> [What you should do]: Lines with the string "object" in the data below: report how many there are, and write nothing but the number.

(Saved data entries)
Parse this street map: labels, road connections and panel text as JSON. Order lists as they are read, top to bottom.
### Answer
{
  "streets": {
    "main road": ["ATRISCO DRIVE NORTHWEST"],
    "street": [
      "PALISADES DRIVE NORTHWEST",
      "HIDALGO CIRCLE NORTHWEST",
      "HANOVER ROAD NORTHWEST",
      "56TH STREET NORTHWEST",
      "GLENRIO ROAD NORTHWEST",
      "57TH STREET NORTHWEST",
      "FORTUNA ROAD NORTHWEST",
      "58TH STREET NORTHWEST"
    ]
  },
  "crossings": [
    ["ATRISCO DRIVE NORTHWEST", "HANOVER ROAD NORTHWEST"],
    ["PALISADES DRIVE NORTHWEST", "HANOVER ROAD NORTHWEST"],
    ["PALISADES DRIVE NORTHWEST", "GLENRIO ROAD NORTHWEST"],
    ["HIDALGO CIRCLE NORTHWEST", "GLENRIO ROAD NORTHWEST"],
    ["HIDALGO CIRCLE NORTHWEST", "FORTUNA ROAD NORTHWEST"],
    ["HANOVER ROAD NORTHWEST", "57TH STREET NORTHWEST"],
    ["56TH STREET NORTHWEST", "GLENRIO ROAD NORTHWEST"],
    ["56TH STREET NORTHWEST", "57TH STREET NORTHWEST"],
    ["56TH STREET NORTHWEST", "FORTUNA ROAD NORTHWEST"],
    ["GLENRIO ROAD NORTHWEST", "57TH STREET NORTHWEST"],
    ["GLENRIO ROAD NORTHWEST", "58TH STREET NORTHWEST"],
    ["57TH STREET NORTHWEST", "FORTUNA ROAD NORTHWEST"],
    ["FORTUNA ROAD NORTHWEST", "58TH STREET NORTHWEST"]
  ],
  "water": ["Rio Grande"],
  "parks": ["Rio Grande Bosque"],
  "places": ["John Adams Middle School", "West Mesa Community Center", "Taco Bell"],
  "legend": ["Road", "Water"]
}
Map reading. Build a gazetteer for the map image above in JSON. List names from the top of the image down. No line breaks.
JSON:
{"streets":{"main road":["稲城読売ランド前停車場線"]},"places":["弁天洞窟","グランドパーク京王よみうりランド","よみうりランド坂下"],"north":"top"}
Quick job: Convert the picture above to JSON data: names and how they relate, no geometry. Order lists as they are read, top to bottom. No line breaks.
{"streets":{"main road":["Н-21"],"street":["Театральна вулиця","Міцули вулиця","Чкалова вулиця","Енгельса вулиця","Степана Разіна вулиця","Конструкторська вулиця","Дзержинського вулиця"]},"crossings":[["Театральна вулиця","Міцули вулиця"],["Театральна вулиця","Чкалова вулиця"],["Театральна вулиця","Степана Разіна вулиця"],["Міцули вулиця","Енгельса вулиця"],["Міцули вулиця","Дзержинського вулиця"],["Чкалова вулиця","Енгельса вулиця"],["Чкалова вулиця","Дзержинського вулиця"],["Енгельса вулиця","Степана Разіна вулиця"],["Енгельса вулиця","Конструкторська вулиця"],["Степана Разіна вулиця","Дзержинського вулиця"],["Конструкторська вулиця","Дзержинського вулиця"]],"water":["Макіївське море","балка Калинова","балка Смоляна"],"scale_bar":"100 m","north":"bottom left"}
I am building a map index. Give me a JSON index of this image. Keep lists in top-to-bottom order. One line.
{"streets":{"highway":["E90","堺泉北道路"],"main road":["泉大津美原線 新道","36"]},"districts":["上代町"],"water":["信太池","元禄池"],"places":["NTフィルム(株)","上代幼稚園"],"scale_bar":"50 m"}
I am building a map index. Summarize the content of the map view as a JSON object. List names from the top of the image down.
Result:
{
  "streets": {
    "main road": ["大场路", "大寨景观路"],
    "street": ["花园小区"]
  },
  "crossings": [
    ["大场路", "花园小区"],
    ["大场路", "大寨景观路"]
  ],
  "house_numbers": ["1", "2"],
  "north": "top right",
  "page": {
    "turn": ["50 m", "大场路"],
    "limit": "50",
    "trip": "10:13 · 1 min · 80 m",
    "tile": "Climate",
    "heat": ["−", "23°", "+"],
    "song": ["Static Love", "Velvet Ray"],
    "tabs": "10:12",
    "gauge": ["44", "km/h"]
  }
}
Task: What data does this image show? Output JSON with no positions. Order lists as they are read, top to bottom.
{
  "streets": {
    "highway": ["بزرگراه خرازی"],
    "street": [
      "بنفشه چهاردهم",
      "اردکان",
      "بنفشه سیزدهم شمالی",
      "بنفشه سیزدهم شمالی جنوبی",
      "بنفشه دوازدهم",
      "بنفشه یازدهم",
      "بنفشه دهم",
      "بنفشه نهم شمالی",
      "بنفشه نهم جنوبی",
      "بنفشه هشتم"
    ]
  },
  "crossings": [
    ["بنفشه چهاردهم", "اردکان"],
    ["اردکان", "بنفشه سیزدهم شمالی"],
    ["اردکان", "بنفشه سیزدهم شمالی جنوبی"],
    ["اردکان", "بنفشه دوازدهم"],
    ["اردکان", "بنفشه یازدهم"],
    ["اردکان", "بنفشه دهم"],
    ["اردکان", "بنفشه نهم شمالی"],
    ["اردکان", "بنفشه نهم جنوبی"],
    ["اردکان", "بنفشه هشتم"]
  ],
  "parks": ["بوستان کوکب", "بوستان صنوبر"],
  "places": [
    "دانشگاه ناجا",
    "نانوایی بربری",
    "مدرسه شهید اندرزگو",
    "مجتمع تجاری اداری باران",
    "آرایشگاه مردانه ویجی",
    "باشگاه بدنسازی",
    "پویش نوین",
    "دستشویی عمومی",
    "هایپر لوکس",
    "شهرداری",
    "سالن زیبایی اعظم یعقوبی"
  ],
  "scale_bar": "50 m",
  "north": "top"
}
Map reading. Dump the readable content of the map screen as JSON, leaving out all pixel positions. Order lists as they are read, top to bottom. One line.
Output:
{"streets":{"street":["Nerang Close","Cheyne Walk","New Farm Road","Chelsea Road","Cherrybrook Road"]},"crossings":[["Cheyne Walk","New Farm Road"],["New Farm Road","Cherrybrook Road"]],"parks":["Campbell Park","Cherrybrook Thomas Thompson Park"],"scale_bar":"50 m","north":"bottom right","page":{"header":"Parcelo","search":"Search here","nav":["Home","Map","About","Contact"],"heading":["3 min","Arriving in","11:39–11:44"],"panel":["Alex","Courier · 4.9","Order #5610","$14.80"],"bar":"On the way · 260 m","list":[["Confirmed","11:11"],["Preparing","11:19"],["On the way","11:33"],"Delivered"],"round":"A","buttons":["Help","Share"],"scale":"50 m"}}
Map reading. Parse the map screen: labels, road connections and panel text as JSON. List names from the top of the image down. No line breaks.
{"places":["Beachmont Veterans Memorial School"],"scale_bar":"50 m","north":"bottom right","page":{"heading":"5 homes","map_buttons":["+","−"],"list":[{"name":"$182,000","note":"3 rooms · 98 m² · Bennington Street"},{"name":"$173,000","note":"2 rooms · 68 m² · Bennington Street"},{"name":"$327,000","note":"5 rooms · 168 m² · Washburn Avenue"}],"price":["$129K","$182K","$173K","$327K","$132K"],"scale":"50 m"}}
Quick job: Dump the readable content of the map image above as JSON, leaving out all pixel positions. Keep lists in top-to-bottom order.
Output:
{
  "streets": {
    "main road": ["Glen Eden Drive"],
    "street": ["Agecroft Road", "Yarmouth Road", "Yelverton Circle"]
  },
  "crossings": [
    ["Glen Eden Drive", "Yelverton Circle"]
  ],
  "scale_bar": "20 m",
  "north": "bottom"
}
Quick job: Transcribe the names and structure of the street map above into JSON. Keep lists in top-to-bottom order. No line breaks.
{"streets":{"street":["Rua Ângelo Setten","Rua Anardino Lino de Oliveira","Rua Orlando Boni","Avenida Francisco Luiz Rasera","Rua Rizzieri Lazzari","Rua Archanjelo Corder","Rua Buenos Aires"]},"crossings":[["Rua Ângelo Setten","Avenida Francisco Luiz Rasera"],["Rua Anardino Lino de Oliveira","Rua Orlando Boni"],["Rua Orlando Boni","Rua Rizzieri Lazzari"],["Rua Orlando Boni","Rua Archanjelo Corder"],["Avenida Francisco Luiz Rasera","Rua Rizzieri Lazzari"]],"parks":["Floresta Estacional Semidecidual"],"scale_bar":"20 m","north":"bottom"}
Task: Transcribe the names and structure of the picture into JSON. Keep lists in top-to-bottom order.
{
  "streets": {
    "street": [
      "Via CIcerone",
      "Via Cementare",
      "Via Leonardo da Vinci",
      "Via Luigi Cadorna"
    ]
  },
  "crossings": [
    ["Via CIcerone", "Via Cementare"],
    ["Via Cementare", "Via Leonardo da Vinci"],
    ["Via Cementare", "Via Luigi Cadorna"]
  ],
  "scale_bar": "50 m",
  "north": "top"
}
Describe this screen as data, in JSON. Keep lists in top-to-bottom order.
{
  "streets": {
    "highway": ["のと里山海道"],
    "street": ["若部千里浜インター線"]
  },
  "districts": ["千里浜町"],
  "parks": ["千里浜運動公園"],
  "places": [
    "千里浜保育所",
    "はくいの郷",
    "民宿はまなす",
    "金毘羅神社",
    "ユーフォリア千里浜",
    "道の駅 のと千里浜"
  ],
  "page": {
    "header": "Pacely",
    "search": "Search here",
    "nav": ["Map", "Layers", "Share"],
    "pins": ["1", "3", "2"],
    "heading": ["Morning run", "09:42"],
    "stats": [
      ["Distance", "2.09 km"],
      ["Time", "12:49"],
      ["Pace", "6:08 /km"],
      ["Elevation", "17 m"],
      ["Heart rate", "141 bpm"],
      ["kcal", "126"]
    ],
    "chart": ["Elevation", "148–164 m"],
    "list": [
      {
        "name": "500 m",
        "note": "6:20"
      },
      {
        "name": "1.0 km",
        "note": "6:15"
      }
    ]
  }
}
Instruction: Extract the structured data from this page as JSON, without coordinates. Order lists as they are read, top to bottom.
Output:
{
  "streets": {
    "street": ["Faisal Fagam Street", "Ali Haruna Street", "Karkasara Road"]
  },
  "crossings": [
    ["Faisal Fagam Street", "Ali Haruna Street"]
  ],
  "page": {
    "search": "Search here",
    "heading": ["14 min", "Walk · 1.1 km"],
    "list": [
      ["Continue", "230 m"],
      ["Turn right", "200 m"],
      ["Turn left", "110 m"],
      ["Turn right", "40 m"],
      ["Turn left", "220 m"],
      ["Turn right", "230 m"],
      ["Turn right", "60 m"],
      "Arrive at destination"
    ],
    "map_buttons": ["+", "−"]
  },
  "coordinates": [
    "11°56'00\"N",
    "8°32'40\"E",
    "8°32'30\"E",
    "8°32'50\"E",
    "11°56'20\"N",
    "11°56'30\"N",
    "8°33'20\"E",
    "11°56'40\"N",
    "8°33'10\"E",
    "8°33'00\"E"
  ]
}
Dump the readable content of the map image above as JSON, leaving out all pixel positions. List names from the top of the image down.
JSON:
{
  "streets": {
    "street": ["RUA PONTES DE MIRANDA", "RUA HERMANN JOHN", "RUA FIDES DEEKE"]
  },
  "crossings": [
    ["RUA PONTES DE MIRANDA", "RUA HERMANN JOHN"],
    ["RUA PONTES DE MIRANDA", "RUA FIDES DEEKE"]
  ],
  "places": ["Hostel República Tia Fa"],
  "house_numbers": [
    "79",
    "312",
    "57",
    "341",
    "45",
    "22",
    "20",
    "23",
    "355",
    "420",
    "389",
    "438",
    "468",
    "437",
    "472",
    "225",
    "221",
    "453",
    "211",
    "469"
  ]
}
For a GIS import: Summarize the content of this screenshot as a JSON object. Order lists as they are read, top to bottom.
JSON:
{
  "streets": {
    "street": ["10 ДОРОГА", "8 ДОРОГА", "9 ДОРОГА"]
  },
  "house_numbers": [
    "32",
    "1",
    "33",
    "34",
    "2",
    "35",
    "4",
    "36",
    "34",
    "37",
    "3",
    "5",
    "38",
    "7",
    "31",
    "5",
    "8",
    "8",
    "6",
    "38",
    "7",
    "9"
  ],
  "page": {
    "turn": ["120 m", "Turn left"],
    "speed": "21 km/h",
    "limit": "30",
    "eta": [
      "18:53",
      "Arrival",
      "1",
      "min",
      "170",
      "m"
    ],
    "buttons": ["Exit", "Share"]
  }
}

> [Answer to this task]: 2